Islands is the 11th album by Mike Oldfield, released on 28 September 1987 by Virgin in the UK. Guest singers on the album are Bonnie Tyler, Kevin Ayers, Anita Hegerland, Max Bacon, and Jim Price. A different track list and cover was used for the American edition.

Music videos, producers and singers 
Islands was also released as a full-length VHS video album. For each track a video was made and released, often mixing state of the art (for the time) computer-generated images with real life images. This was released as part of The Wind Chimes video.

The album boasts the largest number of co-producers out of all of Oldfield's work; production was handled by Michael Cretu (later of Enigma fame), Geoffrey Downes, Tom Newman, Simon Phillips, Alan Shacklock, and Oldfield himself. Singers on the album are Bonnie Tyler, Kevin Ayers, Anita Hegerland, Max Bacon, and Jim Price.

Album artwork 
The UK front cover artwork was of a tropical island, and hidden in the surrounding sea is a large number of hand shapes. The hand images are based on a still frame from the longform video released at the same time as the album; a couple of scenes in the video, which was mainly filmed in Bali, feature a group of natives performing a ritualistic dance which involves hand-waving movements. The American cover is completely different; it displays two cube shapes.
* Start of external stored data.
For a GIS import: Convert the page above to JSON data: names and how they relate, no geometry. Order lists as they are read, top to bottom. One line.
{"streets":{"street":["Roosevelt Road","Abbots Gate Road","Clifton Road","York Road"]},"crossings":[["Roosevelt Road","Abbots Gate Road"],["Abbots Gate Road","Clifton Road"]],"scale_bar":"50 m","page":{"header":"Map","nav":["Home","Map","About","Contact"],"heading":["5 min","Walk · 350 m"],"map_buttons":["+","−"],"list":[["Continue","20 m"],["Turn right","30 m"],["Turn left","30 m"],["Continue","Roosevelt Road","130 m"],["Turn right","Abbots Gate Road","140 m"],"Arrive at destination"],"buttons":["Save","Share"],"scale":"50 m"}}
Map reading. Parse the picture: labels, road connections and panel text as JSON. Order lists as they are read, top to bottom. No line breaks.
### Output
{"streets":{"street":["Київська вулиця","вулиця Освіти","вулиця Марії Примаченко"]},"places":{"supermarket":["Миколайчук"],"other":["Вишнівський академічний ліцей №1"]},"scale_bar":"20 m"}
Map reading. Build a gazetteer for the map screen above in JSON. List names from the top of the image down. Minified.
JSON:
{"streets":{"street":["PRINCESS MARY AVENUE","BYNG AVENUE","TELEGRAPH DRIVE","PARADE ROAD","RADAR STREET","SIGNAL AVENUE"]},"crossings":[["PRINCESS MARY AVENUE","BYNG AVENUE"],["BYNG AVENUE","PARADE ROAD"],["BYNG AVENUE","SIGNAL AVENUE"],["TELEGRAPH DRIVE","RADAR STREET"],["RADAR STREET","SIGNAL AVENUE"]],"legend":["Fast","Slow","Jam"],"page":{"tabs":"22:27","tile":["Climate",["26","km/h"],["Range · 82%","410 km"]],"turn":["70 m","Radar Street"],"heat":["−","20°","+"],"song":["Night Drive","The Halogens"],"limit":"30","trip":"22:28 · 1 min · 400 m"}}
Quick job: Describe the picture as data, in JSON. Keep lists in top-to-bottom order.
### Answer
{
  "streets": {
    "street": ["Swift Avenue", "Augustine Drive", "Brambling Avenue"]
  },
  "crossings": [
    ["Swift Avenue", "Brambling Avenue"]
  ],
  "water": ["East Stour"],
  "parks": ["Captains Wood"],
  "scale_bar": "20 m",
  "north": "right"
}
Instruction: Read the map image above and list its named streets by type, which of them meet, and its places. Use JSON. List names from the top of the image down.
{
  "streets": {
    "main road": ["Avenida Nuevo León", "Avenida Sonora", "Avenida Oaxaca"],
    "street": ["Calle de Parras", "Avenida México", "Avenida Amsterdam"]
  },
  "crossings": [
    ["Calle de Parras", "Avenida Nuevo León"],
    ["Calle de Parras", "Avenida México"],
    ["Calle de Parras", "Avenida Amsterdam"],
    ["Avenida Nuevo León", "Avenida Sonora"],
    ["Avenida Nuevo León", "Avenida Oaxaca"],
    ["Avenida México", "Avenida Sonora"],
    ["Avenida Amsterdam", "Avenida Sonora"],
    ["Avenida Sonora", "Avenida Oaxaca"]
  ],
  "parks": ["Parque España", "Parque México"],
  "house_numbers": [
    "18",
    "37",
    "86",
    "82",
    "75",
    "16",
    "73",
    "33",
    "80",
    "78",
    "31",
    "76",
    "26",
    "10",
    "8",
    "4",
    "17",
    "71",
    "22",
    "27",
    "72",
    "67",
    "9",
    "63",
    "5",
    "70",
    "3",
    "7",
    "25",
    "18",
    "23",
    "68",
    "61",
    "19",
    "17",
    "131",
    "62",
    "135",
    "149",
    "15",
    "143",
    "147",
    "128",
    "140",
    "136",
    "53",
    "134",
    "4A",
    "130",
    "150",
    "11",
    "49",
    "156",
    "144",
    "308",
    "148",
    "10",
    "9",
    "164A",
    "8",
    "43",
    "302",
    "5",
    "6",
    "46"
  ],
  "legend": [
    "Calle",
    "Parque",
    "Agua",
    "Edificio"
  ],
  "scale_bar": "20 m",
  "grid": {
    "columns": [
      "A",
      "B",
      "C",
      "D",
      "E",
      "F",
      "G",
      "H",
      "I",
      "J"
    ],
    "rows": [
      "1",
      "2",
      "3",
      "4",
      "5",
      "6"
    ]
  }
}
The photography on the back of the US version was by Jerry Uelsmann.

Charts

Weekly charts

Year-end charts 

The major single in Europe was the title track, "Islands", which was sung by Bonnie Tyler. In the United States, "Magic Touch" was a top 10 hit on the Billboard Hot Mainstream Rock Tracks charts in early 1988.

Certifications

Track listing 
All tracks composed by Mike Oldfield.

1987 UK release

Side one
 "The Wind Chimes (Part One and Part Two)" – 21:49

Side two
 "Islands" – 4:19
 "Flying Start" – 3:36
 "North Point" – 3:33
 "Magic Touch" (New Jim Price Vocal) – 4:14
 "The Time Has Come" – 3:51
 "When the Night's on Fire" (Bonus track on CD version) – 6:41

Original 1988 US release

Side one
 "The Wind Chimes (Part one)" – 2:33
 "The Wind Chimes (Part two)" – 19:14

Side two
 "Magic Touch" (Original Max Bacon vocal) – 4:14
 "The Time Has Come" – 3:51
 "North Point" – 3:31
 "Flying Start" – 3:36
 "Islands" – 4:19

Personnel 
 Mike Oldfield - guitars, Danelectro Electric sitar guitar on Flying Start, bass, keyboards, percussion, vocals 
 Micky Moody - electric guitars 
 Rick Fenn - acoustic and electric guitars
 Phil Spalding - bass
 Mickey Simmonds - keyboards
 Anita Hegerland – vocals (on "The Wind Chimes", "North Point", "The Time Has Come", "When the Night's on Fire")
 Bonnie Tyler – vocals (on "Islands")
 Kevin Ayers – vocals (on "Flying Start")
 Max Bacon – vocals (on "Magic Touch" [1988 US Issue]; backing vocals on "Islands")
 Jim Price – vocals (on "Magic Touch" [1987 UK Issue])
 Mervyn Spence - (backing vocals on "Magic Touch")
 Raf Ravenscroft – saxophone (on "Islands")
 Andy Mackay - saxophone, oboe 
 Björn J:son Lindh – flute (on "The Wind Chimes")
 Simon Phillips – drums (on "The Wind Chimes")
 Pierre Moerlen - drums, vibes
 Tony Beard - drums
 Benoit Moerlen - vibes, percussion

Singles 
Four singles were released from the album, two of which were released in 1987, "Islands" (as Mike & Bonnie) and "The Time Has Come", and two in 1988, "Flying Start" and "Magic Touch".

"Flying Start" 

"Flying Start" was released as the third single from Islands on 1 February 1988. It features Kevin Ayers on vocals who had collaborated with Oldfield in his band, the Whole World, even prior to Oldfield's debut album, Tubular Bells. Oldfield used a Danelectro Coral sitar on this song, an instrument that does not feature on many of Oldfield's releases. The music video features various computer generated elements.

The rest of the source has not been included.